Lines below starting with the line with "position:absolute; right:21px; bottom:21px;" and going on through the line with "position:absolute; translate:-50% -58px;" must be output exactly; the rest of the records must be left out.
Information shown: Begin
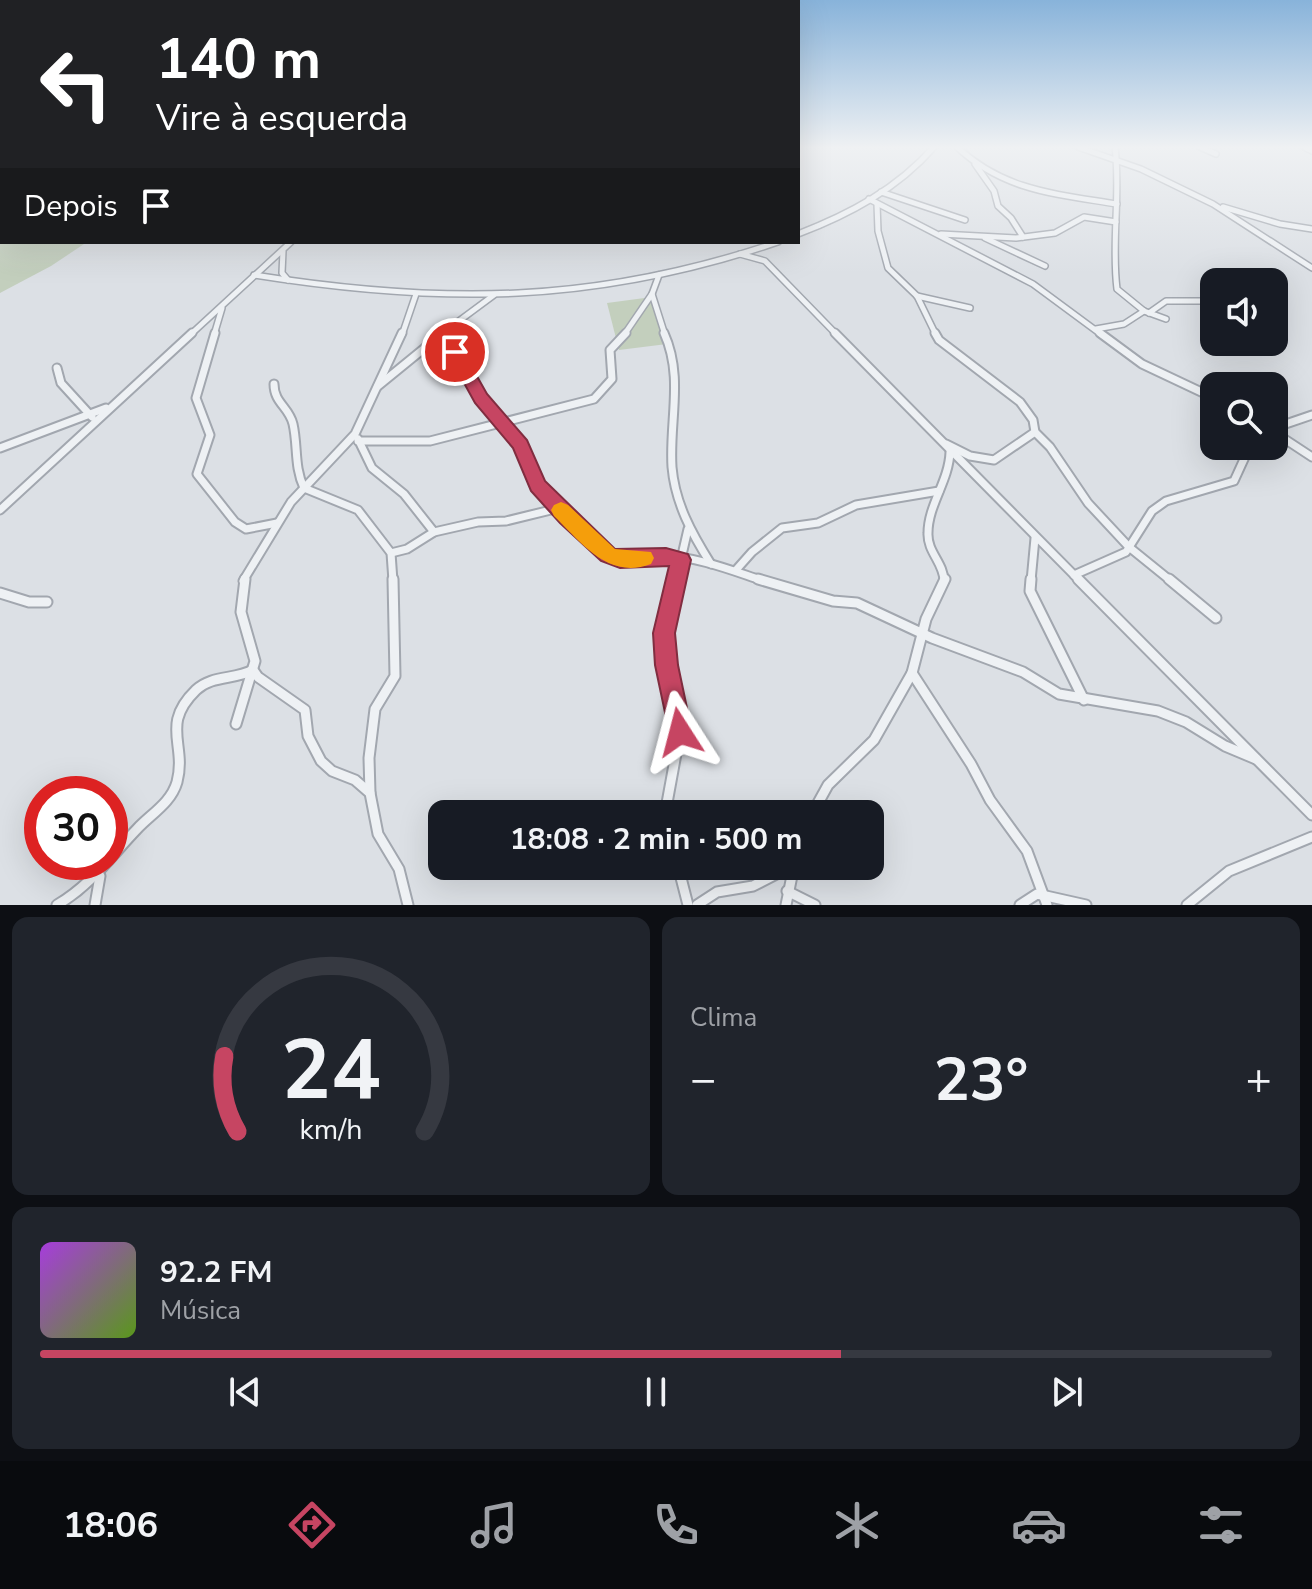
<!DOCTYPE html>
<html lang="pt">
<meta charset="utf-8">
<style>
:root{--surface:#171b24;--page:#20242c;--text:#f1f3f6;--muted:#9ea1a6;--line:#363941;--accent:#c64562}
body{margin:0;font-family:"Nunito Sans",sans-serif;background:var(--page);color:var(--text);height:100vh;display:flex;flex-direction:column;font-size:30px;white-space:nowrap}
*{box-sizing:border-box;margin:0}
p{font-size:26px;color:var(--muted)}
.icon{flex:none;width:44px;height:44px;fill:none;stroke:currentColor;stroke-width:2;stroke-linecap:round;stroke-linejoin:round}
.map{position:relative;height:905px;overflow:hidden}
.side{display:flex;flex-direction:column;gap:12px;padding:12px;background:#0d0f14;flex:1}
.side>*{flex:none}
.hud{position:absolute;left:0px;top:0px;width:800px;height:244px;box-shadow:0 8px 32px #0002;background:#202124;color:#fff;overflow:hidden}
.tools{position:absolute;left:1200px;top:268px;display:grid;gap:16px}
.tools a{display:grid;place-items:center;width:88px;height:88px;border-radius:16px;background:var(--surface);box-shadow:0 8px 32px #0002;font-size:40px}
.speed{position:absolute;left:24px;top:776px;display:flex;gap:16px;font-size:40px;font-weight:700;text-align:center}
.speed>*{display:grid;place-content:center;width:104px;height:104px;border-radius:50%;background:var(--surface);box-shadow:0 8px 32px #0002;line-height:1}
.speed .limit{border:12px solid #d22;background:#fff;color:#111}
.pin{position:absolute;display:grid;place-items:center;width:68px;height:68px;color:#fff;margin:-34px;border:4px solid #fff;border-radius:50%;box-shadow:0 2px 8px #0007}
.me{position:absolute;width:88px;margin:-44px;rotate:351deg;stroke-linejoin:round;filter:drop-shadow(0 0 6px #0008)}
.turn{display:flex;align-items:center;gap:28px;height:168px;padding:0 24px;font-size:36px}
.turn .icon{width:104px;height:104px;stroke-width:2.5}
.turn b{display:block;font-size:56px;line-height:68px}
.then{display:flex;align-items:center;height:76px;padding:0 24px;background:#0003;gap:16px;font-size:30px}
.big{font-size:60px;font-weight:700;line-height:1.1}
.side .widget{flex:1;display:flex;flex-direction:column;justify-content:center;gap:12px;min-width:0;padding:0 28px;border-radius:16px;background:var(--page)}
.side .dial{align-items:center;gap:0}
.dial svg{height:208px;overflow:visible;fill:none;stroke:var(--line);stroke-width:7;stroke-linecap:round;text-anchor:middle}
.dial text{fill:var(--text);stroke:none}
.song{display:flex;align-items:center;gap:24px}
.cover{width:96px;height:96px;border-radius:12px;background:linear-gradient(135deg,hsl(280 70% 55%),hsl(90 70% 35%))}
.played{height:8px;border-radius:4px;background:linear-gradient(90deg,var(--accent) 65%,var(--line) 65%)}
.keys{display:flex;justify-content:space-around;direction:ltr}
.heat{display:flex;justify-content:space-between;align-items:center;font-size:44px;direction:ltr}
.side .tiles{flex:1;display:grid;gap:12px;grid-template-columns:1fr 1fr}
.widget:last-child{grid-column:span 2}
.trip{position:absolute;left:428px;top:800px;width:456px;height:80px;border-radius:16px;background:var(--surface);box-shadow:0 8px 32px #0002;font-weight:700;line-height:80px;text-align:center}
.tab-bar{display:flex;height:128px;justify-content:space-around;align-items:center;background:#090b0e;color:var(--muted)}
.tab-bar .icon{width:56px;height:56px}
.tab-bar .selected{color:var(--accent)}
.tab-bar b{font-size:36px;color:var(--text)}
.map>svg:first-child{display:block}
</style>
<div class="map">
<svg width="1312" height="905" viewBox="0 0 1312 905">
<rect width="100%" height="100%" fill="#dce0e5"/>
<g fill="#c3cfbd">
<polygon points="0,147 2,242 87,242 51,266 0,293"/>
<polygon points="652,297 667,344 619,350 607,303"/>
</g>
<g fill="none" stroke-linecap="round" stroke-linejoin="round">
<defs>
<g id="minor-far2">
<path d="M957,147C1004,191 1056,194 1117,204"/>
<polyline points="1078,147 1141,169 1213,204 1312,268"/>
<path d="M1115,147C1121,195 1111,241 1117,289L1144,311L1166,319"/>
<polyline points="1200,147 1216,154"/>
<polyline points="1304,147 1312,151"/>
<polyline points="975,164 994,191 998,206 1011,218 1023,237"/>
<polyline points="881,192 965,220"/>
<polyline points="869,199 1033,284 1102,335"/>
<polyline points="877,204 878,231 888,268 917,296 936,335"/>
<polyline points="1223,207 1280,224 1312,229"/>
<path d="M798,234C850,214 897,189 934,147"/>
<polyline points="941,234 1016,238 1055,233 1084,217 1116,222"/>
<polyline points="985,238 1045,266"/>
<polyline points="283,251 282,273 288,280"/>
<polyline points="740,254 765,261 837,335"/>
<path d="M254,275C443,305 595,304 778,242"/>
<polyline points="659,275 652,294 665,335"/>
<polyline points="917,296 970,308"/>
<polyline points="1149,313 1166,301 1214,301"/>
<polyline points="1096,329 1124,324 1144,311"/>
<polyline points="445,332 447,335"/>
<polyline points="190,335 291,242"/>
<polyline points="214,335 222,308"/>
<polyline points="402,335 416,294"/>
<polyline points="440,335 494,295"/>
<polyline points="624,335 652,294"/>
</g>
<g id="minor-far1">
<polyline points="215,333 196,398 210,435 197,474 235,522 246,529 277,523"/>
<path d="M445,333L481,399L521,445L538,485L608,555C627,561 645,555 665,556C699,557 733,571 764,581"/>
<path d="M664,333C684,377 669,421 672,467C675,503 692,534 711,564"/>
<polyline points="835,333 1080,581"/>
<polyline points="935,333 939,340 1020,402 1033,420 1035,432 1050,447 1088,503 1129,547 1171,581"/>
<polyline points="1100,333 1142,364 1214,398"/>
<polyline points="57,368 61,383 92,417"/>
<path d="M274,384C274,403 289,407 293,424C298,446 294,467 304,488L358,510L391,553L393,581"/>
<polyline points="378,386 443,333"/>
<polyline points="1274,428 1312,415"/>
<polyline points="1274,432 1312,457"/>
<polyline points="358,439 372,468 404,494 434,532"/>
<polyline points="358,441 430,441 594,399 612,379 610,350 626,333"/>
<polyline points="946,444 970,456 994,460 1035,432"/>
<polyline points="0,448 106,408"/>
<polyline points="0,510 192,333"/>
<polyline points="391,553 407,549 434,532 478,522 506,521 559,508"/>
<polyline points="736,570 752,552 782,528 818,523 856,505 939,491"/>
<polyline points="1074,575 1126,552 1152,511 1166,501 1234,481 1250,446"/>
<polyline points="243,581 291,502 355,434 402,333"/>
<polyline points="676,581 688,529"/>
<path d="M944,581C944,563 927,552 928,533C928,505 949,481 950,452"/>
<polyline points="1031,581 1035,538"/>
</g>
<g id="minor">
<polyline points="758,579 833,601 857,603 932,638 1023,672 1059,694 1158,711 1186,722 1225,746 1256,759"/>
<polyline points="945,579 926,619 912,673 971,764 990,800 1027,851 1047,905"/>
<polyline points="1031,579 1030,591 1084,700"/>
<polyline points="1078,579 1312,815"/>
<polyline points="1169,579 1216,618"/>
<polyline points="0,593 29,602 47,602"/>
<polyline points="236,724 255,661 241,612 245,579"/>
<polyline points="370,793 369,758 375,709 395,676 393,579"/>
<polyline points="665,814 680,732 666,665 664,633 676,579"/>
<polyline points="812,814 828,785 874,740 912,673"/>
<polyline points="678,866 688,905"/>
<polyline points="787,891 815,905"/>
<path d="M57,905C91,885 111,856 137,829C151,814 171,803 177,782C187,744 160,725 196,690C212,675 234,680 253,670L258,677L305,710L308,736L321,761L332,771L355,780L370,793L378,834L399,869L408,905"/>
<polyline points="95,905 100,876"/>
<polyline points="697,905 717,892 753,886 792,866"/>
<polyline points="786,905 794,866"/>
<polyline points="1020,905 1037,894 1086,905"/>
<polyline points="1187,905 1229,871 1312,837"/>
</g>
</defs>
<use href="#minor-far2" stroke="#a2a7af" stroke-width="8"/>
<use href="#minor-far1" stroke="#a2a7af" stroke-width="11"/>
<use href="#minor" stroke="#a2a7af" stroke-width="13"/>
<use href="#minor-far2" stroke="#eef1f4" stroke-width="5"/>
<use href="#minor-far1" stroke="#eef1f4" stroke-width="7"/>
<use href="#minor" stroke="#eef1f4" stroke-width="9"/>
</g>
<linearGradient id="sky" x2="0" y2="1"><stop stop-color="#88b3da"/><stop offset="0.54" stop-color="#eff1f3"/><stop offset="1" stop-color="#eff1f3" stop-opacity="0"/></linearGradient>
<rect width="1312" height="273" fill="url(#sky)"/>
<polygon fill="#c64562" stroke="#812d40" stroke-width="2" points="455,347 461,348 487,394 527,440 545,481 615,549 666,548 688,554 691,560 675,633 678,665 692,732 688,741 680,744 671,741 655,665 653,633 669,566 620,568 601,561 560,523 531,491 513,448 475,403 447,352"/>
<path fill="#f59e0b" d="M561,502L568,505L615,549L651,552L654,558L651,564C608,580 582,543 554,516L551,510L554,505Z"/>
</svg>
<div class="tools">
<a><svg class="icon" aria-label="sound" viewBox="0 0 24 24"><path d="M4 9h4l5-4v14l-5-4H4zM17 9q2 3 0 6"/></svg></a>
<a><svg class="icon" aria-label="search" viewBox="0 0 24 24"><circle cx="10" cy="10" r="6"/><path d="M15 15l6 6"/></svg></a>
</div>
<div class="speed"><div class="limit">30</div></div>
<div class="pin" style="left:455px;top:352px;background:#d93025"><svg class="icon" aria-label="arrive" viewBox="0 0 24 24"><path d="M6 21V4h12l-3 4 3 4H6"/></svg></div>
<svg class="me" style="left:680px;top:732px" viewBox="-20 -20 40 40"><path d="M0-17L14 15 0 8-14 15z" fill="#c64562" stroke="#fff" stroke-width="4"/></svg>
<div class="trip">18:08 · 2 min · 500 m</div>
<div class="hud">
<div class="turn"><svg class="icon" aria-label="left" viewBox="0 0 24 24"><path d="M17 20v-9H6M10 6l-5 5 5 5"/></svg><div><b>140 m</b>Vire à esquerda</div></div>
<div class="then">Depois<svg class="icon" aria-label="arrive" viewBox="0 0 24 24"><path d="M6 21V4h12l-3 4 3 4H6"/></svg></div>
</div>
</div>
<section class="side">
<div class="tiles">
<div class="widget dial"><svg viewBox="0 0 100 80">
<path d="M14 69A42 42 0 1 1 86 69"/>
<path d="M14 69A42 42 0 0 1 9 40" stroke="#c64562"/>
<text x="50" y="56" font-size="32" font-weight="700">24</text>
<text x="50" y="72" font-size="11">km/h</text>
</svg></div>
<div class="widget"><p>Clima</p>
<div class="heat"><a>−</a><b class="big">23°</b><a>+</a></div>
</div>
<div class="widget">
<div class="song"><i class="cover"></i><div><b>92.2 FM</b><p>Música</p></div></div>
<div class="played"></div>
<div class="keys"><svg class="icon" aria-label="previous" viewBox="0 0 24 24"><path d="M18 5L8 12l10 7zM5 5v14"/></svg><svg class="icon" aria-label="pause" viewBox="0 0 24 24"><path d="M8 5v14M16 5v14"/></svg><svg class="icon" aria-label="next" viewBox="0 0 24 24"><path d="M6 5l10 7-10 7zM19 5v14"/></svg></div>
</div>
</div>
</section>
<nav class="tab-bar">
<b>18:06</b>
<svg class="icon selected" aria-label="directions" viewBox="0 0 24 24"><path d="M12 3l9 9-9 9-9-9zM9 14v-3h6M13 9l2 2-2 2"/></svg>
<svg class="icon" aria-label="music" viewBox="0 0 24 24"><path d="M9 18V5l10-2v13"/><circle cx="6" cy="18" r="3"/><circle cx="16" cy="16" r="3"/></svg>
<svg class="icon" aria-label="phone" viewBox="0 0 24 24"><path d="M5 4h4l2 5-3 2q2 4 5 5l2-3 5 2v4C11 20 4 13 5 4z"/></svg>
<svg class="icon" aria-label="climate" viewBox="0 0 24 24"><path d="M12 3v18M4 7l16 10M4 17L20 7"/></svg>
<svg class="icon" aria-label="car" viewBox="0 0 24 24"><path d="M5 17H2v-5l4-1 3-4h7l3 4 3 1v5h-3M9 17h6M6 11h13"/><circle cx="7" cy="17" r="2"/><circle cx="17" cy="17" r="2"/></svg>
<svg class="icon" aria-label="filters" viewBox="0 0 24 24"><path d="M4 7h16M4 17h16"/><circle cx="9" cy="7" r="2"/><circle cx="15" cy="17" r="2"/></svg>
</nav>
Information shown: End
Information shown: Begin
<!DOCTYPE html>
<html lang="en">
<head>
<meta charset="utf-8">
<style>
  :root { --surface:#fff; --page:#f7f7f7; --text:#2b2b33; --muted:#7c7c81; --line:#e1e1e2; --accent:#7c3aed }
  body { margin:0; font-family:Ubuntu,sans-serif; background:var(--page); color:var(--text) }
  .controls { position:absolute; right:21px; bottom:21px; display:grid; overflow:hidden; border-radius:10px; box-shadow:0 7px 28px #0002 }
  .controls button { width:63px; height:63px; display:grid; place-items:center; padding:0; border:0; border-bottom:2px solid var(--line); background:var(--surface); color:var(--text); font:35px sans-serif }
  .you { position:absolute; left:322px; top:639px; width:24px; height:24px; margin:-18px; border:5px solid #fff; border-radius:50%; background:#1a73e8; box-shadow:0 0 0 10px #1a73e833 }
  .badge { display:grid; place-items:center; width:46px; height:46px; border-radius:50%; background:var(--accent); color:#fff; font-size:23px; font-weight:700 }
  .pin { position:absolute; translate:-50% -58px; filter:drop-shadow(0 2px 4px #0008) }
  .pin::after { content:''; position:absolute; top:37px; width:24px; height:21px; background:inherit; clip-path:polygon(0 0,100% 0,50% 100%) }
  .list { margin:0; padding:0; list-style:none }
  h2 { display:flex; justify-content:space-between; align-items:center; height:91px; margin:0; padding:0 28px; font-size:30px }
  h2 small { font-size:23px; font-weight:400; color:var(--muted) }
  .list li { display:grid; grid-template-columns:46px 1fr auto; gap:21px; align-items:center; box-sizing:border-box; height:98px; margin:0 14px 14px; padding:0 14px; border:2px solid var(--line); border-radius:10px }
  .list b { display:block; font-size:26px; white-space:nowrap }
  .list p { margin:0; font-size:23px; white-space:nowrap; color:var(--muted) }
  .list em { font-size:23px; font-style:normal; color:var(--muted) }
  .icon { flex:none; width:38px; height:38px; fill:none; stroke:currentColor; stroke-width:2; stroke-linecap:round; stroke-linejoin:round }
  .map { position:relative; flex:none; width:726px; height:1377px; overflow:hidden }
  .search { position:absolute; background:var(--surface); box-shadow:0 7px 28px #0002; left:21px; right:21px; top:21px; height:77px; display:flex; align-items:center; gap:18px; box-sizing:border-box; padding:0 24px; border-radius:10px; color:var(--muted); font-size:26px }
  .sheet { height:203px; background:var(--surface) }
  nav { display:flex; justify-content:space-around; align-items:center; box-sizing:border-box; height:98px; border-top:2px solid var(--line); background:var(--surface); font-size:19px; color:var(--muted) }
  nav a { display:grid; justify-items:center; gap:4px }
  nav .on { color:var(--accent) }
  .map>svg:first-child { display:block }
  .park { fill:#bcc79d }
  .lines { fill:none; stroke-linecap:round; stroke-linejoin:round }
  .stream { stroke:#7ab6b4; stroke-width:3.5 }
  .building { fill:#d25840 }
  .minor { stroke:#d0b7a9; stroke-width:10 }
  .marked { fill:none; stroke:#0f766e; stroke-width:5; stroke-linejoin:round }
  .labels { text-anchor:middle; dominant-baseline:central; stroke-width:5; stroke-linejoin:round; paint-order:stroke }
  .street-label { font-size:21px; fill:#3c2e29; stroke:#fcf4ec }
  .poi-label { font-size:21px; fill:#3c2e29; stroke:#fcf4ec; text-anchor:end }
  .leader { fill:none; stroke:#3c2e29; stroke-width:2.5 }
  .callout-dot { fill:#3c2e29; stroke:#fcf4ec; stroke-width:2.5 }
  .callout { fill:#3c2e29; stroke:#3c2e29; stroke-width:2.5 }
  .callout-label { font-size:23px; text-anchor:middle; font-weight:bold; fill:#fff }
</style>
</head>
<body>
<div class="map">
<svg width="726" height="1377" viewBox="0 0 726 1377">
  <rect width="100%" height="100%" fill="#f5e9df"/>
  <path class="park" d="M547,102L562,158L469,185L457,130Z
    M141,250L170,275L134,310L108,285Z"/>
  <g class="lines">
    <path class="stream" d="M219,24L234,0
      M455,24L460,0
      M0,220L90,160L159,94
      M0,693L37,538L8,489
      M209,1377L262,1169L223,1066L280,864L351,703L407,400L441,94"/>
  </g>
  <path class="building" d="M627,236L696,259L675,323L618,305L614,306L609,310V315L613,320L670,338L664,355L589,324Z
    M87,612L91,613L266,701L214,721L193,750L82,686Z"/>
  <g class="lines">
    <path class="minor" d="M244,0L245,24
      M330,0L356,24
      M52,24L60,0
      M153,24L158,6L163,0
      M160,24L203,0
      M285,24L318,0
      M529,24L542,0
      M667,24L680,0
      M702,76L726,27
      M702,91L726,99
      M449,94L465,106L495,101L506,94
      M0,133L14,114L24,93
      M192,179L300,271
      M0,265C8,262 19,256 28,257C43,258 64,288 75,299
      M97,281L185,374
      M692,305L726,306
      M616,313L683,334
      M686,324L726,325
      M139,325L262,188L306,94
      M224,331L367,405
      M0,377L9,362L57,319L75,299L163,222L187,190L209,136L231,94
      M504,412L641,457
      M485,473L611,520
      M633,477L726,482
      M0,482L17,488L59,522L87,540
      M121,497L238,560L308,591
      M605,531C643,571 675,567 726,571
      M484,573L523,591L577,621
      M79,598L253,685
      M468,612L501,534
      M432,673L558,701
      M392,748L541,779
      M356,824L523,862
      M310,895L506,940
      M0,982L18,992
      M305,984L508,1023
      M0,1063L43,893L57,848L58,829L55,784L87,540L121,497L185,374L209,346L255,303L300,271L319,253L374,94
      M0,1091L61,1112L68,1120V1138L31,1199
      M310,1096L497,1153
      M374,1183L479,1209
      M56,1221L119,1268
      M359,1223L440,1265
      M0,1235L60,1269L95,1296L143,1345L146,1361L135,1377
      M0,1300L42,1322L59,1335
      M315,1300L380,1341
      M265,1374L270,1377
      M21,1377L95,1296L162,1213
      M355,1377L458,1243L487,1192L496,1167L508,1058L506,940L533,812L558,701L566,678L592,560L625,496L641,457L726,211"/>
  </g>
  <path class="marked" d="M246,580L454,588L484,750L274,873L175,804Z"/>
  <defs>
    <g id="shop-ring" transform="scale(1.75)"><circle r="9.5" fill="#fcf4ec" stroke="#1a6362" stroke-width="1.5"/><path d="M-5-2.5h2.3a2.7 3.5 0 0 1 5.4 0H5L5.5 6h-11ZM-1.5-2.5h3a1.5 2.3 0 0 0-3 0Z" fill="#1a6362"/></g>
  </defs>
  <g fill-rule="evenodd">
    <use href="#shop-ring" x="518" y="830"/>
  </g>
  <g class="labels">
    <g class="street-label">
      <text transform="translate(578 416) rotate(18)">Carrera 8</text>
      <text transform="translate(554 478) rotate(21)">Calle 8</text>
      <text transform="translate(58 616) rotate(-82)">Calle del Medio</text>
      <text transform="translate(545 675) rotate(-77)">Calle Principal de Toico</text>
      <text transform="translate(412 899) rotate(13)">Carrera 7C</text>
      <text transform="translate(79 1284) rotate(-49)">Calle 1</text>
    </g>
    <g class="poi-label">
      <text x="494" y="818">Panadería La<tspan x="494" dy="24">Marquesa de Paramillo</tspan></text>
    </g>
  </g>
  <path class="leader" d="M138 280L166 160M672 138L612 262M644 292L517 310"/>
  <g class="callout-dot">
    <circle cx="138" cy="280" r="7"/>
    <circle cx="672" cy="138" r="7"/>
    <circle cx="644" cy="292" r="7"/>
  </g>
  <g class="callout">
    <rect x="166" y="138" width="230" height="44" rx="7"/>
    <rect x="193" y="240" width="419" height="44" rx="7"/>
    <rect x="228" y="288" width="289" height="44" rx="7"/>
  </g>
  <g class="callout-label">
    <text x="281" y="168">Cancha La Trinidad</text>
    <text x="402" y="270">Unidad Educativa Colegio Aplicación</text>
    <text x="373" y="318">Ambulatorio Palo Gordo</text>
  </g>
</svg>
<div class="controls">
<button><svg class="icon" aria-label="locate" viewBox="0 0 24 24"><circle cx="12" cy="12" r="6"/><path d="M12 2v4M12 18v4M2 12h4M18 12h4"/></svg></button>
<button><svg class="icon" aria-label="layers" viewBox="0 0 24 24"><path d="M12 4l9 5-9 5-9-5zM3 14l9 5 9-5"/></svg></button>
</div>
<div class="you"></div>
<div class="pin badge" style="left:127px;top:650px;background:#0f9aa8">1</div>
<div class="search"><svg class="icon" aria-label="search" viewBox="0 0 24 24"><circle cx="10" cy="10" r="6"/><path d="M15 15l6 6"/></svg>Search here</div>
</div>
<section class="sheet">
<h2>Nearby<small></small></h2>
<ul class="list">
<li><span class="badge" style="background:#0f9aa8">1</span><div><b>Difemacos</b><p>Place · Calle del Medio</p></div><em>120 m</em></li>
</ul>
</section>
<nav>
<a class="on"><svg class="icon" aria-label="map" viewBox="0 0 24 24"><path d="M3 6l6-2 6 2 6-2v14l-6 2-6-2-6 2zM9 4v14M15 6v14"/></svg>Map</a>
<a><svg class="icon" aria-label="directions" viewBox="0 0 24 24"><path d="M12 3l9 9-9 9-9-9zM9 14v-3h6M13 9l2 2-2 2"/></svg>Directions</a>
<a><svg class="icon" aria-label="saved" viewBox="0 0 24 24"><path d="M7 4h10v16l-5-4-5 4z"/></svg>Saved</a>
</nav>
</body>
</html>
Information shown: End
* **Answer to the exercise**
  .controls { position:absolute; right:21px; bottom:21px; display:grid; overflow:hidden; border-radius:10px; box-shadow:0 7px 28px #0002 }
  .controls button { width:63px; height:63px; display:grid; place-items:center; padding:0; border:0; border-bottom:2px solid var(--line); background:var(--surface); color:var(--text); font:35px sans-serif }
  .you { position:absolute; left:322px; top:639px; width:24px; height:24px; margin:-18px; border:5px solid #fff; border-radius:50%; background:#1a73e8; box-shadow:0 0 0 10px #1a73e833 }
  .badge { display:grid; place-items:center; width:46px; height:46px; border-radius:50%; background:var(--accent); color:#fff; font-size:23px; font-weight:700 }
  .pin { position:absolute; translate:-50% -58px; filter:drop-shadow(0 2px 4px #0008) }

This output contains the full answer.